Intel's tweet says that the company's latest drives will come outfitted with the high-speed PCIe interface, so naturally, that means the drives will support the now-ubiquitous NVMe protocol. Intel promises to share more details about the new SSDs, which will become a new "D5" product line, at next month's Flash Memory Summit. The tweet also claims that the drives are the world's first QLC SSDs for the data center.

In either case, Intel has historically produced consumer SSDs with the same technology that it uses for the data center. Recent unconfirmed leaks indicate Intel has a new consumer QLC SSD on the roadmap for this year, so it is likely only a matter of time before its QLC flash comes to the desktop PC.

Not to be upstaged, flash partners Toshiba and WD both announced their jointly-produced 3D QLC NAND yesterday in separate announcements. The announcements contained quite a bit more information, so we know that the new 96-layer BiCS4 flash has a density of 1.33 terabits2 per die.

SSDs come with up to 16 die per package, so that means Toshiba and WD will soon be able to pack in a whopping 2.66TB of storage into a single NAND package. The duo plans to begin sampling the BiCS4 QLC NAND in September and mass production is slated for early 2019. More importantly, WD's release clearly states that QLC SSDs will come to the consumer market under the SanDisk brand name. We expect Toshiba to follow suit with its own consumer SSDs.

SSDs have slowly chipped away at HDD market share over the last few years and WD even recently decided to shut down one of its primary HDD production plants due to reduced demand. SSD prices continue to plunge and many analyst firms predict even larger drops as the Chinese Yangtze River Storage Technology fabs begin to pump out 3D NAND. Samsung is also reportedly gearing up to increase its NAND production dramatically with a $2.6 billion increase in spending in 2019. Next year is shaping up to the year of QLC SSDs, which could be the final ingredient needed to push HDDs out of the primary storage role entirely.

Paul Alcorn
Managing Editor: News and Emerging Tech

Paul Alcorn is the Managing Editor: News and Emerging Tech for Tom's Hardware US. He also writes news and reviews on CPUs, storage, and enterprise hardware.

  • jimmysmitty
    This is great but to truly take HDD market share they need to get prices down a lot. Right now you can get a WD Blue 1TB for $45 bucks on Newegg, making it $0.045/GB. The 1TB NVMe WD Blue is $204 making it $0.204/GB. So SSDs are still about 5x the cost of an HDD.

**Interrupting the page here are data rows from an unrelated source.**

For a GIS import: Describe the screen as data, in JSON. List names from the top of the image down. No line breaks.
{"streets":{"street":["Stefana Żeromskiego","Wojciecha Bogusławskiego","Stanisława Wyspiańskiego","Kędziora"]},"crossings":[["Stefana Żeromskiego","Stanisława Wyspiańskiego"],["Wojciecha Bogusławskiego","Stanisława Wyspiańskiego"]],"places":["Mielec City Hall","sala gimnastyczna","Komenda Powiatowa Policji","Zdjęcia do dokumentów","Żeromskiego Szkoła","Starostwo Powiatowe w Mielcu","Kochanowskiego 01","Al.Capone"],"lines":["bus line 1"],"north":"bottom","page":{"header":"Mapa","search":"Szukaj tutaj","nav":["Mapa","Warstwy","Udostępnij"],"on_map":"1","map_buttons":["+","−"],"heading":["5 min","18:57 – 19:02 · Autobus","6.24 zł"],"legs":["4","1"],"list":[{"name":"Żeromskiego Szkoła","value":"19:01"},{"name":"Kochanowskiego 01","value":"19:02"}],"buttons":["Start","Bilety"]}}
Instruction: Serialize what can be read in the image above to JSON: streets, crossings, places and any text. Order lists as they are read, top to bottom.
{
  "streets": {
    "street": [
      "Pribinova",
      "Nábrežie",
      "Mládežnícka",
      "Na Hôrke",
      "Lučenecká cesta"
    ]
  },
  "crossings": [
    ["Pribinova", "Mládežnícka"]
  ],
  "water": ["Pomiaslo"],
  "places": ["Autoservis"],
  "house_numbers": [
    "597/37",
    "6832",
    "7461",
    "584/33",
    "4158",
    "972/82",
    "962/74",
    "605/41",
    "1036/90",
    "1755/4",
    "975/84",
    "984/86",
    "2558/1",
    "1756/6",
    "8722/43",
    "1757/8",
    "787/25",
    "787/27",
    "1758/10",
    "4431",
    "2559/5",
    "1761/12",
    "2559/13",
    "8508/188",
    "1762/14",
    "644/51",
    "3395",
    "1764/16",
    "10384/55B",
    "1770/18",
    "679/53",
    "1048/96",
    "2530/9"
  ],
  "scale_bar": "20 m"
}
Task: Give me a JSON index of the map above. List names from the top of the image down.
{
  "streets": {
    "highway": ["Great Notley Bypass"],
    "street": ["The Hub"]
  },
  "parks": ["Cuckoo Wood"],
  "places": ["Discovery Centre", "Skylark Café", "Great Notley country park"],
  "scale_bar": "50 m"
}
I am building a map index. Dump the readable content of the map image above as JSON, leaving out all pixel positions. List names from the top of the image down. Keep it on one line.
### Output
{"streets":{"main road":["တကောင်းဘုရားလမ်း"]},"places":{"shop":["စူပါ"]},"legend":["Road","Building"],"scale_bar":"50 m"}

    For the same $200 you can get a Seagate SkyHawk 6TB which makes it $0.033333/GB, even cheaper overall than the 1TB.

    Of course this depends on the brand and class you get and WDs are not top of the line but I was comparing like to like.

    Personally I was to see a 4TB for $150-200 then I will probably switch out to an SSD exclusively and drop HDDs altogether except for external storage.

    Then again I am tempted to wait till NVDIMMs become common and cheap enough.
    Reply
  • derekullo
    Out with Tender Love and Care

    In With Quite Lovely Capacities
    Reply
  • razor512
    Yes, QLC flash, for when you want plausible deniability when subpoenaed records suddenly go missing.
    Reply
  • derekullo
    21160252 said:
    Yes, QLC flash, for when you want plausible deniability when subpoenaed records suddenly go missing.

    Having a hypothetical 1 terabyte drive with 1 full Drive Writes Per Day is the same as having a 100 gigabyte drive with 10 full Drive Writes Per Day in terms of endurance.

    The only difference is that with the 100 gigabyte drive you can't install much more than Grand Theft Auto 5.
    (I don't still play GTA5. I just remember it was massive lol)

    Reply
  • jimmysmitty
    21160258 said:
    21160252 said:
    Yes, QLC flash, for when you want plausible deniability when subpoenaed records suddenly go missing.

    Having a hypothetical 1 terabyte drive with 1 full Drive Writes Per Day is the same as having a 100 gigabyte drive with 10 full Drive Writes Per Day in terms of endurance.

    The only difference is that with the 100 gigabyte drive you can't install much more than Grand Theft Auto 5.
    (I don't still play GTA5. I just remember it was massive lol)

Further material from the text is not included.